Work required: Going through the material underneath, give only the number of lines that contain "strong".

Provided data:
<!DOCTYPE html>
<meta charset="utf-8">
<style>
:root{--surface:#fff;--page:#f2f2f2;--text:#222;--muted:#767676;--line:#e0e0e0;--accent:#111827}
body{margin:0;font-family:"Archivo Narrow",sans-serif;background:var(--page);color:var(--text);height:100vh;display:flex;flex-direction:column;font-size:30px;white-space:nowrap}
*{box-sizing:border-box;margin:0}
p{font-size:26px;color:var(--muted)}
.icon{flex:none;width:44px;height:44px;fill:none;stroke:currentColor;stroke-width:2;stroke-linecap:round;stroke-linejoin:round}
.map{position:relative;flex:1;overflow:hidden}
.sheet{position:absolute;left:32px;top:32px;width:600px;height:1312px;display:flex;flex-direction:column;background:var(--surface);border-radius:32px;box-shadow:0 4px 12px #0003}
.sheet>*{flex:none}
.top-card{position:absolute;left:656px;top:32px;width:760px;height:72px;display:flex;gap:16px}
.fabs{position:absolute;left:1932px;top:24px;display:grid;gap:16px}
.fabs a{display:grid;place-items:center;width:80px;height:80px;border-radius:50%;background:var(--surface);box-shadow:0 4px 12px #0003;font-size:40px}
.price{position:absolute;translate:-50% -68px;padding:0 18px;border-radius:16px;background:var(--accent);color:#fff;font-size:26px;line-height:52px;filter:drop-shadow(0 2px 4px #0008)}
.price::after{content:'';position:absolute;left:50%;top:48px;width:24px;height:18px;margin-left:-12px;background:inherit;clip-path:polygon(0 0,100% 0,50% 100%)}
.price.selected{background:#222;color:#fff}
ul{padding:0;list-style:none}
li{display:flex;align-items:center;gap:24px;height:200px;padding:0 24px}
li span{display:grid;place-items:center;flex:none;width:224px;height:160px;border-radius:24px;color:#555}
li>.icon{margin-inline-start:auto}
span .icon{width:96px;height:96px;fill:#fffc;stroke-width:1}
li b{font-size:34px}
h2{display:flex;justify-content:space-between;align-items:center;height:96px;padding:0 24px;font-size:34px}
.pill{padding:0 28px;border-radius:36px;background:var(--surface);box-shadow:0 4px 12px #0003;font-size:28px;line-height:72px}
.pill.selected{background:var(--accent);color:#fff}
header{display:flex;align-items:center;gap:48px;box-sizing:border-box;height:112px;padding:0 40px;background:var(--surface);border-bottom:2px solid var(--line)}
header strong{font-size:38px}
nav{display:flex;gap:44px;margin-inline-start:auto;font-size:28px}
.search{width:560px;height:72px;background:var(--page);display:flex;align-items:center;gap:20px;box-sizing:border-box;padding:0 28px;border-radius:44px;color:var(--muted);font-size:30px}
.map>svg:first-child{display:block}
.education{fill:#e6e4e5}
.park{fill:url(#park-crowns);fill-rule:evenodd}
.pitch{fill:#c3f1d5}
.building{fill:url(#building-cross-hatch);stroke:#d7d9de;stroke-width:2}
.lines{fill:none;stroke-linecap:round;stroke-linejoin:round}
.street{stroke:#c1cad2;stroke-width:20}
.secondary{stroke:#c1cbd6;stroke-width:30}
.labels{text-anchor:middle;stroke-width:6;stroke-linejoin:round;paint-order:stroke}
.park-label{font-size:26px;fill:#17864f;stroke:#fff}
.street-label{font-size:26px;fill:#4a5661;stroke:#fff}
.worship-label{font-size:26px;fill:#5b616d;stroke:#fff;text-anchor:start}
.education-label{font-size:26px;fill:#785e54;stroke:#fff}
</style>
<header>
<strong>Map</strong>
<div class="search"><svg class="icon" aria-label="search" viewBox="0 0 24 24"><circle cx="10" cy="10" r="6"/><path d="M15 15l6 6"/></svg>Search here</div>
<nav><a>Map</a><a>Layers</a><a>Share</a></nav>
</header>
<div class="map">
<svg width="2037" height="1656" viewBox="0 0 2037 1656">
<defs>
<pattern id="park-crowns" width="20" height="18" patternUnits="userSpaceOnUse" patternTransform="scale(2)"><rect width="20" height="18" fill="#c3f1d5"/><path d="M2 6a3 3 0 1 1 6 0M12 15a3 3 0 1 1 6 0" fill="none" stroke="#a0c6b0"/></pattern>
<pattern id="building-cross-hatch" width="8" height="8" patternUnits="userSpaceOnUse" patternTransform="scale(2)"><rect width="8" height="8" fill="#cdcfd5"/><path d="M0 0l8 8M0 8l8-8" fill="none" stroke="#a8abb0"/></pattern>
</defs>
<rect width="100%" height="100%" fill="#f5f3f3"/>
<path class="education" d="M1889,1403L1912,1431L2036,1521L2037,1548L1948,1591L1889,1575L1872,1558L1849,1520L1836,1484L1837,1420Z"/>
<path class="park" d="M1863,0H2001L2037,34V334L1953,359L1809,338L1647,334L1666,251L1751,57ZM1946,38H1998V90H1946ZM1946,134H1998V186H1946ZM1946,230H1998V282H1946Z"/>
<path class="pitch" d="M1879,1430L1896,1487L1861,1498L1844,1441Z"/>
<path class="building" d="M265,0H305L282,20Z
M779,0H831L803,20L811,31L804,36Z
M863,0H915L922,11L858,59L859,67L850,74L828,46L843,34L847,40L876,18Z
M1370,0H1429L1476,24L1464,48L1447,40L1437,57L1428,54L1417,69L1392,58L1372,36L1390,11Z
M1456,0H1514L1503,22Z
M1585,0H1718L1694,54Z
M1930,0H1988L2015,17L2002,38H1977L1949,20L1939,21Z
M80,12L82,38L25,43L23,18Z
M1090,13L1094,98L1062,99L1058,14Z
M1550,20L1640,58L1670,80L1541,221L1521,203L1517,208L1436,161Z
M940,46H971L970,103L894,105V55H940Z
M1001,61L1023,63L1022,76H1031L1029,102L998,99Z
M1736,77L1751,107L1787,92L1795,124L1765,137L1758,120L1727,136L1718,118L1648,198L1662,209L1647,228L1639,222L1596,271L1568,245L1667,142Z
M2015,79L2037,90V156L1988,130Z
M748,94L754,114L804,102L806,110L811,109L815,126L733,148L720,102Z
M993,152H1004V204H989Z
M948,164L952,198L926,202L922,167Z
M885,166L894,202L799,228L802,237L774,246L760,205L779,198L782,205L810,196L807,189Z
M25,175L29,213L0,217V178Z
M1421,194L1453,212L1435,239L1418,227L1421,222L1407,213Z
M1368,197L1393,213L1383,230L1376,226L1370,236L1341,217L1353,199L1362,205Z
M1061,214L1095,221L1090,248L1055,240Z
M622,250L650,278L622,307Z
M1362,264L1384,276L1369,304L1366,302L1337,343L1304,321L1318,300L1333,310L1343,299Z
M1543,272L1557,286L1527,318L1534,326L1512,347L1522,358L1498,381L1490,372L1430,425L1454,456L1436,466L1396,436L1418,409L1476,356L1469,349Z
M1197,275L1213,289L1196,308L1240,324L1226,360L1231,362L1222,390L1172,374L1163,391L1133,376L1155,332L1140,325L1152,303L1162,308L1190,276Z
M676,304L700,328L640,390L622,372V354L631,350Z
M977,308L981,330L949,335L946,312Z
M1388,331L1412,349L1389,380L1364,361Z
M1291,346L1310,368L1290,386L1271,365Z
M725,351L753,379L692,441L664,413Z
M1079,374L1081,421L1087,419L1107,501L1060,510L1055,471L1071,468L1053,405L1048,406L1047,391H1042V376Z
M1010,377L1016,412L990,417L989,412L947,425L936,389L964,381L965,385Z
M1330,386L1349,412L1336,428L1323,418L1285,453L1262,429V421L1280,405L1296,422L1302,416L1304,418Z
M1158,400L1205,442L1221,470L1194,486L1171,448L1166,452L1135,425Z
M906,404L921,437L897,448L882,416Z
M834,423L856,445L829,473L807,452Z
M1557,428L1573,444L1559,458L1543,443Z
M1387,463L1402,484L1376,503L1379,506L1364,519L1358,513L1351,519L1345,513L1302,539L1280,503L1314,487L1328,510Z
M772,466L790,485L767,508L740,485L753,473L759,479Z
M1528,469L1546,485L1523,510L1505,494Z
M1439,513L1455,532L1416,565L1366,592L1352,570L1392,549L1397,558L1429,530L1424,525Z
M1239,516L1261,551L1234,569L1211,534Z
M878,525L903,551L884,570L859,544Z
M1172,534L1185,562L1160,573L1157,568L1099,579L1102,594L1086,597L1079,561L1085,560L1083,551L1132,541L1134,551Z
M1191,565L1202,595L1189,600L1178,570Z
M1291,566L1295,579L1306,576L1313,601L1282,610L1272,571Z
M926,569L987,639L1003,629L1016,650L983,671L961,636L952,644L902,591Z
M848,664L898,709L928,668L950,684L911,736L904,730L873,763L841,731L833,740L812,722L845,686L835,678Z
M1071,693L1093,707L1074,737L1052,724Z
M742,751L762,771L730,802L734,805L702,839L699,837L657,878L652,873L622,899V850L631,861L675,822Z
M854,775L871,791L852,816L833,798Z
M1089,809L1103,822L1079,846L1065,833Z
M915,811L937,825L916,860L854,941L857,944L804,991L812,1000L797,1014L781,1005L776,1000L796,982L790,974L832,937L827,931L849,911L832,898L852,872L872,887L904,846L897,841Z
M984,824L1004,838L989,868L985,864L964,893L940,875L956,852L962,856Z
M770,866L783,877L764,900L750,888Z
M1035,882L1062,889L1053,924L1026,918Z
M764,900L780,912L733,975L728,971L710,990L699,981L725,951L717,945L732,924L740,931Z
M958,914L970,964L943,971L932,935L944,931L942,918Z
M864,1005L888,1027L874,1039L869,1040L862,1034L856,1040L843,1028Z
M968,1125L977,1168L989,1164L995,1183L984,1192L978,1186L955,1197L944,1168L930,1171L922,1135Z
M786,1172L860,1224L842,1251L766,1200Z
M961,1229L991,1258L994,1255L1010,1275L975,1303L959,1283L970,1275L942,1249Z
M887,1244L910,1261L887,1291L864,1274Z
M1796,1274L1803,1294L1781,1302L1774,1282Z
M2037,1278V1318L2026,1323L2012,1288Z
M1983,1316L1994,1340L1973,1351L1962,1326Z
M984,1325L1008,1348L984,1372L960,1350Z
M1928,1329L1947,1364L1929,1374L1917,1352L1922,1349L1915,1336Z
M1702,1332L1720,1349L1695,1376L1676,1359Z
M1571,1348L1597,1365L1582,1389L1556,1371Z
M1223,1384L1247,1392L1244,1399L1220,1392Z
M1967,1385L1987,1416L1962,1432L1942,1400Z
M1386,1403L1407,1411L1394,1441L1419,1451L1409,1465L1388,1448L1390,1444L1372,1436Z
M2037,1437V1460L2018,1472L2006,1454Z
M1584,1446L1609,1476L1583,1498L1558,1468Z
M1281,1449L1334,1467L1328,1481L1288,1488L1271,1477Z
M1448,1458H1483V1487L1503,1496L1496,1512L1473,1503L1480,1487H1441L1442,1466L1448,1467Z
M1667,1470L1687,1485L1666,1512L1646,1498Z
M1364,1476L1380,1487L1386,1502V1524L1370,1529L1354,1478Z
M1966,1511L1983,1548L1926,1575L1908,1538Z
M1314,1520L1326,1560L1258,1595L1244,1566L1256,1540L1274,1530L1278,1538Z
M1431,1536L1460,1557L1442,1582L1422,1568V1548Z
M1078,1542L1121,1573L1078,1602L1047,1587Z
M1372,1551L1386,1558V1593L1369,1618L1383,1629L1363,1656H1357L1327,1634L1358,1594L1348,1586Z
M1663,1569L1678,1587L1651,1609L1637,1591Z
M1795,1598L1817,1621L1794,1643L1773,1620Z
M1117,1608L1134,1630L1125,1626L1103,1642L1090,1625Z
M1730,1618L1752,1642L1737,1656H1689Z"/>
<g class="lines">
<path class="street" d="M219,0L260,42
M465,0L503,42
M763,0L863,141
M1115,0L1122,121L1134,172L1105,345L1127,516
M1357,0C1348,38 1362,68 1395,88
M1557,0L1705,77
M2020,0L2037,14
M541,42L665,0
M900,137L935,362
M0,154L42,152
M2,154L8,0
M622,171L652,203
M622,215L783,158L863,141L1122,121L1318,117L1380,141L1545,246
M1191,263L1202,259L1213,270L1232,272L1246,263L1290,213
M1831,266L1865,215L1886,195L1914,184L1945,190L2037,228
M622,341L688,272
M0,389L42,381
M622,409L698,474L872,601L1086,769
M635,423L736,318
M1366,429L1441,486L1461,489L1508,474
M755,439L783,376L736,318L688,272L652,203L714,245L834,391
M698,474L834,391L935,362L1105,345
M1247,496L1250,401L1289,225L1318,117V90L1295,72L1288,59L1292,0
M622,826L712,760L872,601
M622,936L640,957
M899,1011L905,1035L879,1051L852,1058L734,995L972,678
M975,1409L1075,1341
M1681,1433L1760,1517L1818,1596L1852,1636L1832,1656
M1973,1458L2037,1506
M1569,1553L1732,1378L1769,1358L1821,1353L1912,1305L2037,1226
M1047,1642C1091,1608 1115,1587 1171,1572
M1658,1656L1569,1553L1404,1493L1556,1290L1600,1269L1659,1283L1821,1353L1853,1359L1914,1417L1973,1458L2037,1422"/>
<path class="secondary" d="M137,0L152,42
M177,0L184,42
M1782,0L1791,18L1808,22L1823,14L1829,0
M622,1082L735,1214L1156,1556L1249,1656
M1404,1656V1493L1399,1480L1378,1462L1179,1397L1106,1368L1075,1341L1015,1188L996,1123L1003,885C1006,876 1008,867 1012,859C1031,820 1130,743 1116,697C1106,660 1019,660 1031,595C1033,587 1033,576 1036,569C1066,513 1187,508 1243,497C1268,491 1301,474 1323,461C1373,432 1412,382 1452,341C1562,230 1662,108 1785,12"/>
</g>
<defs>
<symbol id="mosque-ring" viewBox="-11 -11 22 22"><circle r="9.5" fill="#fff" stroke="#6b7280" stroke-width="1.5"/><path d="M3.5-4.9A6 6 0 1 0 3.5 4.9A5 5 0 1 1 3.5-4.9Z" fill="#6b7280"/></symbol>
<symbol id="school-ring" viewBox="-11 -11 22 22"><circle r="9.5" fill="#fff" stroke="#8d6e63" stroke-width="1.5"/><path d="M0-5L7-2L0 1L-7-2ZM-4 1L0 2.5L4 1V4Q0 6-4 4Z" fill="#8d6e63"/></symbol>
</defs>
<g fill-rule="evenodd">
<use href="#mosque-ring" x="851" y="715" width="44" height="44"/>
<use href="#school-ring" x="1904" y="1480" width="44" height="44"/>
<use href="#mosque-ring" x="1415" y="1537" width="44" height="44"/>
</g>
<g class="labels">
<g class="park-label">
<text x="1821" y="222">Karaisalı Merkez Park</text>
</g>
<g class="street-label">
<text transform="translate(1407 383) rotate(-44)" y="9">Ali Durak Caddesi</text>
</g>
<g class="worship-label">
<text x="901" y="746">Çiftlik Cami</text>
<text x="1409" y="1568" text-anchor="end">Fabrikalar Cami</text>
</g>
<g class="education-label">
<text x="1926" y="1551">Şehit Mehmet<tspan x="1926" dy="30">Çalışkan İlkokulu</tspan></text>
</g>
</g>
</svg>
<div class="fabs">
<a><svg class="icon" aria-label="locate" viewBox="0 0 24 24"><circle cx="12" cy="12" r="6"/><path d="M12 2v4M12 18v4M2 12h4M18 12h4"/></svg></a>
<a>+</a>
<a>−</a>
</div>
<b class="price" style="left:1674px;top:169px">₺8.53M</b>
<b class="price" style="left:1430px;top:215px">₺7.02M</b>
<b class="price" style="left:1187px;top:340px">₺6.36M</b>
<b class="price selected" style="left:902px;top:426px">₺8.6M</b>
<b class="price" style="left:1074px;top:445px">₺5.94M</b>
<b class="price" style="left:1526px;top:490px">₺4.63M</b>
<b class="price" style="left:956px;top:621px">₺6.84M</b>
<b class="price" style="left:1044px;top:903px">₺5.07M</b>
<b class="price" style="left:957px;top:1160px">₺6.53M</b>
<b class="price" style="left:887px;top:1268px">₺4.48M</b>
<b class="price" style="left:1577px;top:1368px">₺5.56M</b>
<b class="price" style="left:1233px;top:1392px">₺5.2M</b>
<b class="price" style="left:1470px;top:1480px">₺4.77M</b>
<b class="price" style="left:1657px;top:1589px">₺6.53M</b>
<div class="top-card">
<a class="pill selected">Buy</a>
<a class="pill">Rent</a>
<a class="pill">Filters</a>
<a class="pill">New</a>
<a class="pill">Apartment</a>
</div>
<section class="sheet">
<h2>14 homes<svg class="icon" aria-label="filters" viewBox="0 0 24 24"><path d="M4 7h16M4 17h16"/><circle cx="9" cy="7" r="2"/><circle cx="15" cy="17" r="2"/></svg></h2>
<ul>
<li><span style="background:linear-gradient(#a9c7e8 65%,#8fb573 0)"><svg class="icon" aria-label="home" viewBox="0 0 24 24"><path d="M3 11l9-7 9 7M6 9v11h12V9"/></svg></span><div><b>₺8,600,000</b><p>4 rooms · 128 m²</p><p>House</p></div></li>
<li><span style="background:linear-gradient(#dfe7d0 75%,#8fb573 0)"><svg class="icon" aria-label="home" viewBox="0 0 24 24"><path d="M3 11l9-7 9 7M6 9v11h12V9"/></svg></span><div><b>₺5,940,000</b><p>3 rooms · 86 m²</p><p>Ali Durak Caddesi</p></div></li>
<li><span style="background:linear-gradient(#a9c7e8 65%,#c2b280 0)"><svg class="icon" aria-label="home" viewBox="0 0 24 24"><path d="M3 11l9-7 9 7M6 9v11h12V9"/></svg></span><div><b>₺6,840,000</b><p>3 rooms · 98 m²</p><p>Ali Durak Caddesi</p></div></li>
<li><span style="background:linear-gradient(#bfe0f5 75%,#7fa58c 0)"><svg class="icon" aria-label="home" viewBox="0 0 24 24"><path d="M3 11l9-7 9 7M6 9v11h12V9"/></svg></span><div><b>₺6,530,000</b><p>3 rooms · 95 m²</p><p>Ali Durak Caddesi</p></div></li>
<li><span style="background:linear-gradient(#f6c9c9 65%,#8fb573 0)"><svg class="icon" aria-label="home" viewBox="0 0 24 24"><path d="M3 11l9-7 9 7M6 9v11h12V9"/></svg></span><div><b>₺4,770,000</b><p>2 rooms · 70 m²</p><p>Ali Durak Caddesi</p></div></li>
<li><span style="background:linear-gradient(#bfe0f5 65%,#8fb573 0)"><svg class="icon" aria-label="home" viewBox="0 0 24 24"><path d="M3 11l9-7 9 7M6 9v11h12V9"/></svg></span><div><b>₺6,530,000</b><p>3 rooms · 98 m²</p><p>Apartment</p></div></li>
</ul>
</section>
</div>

Solved problem: 2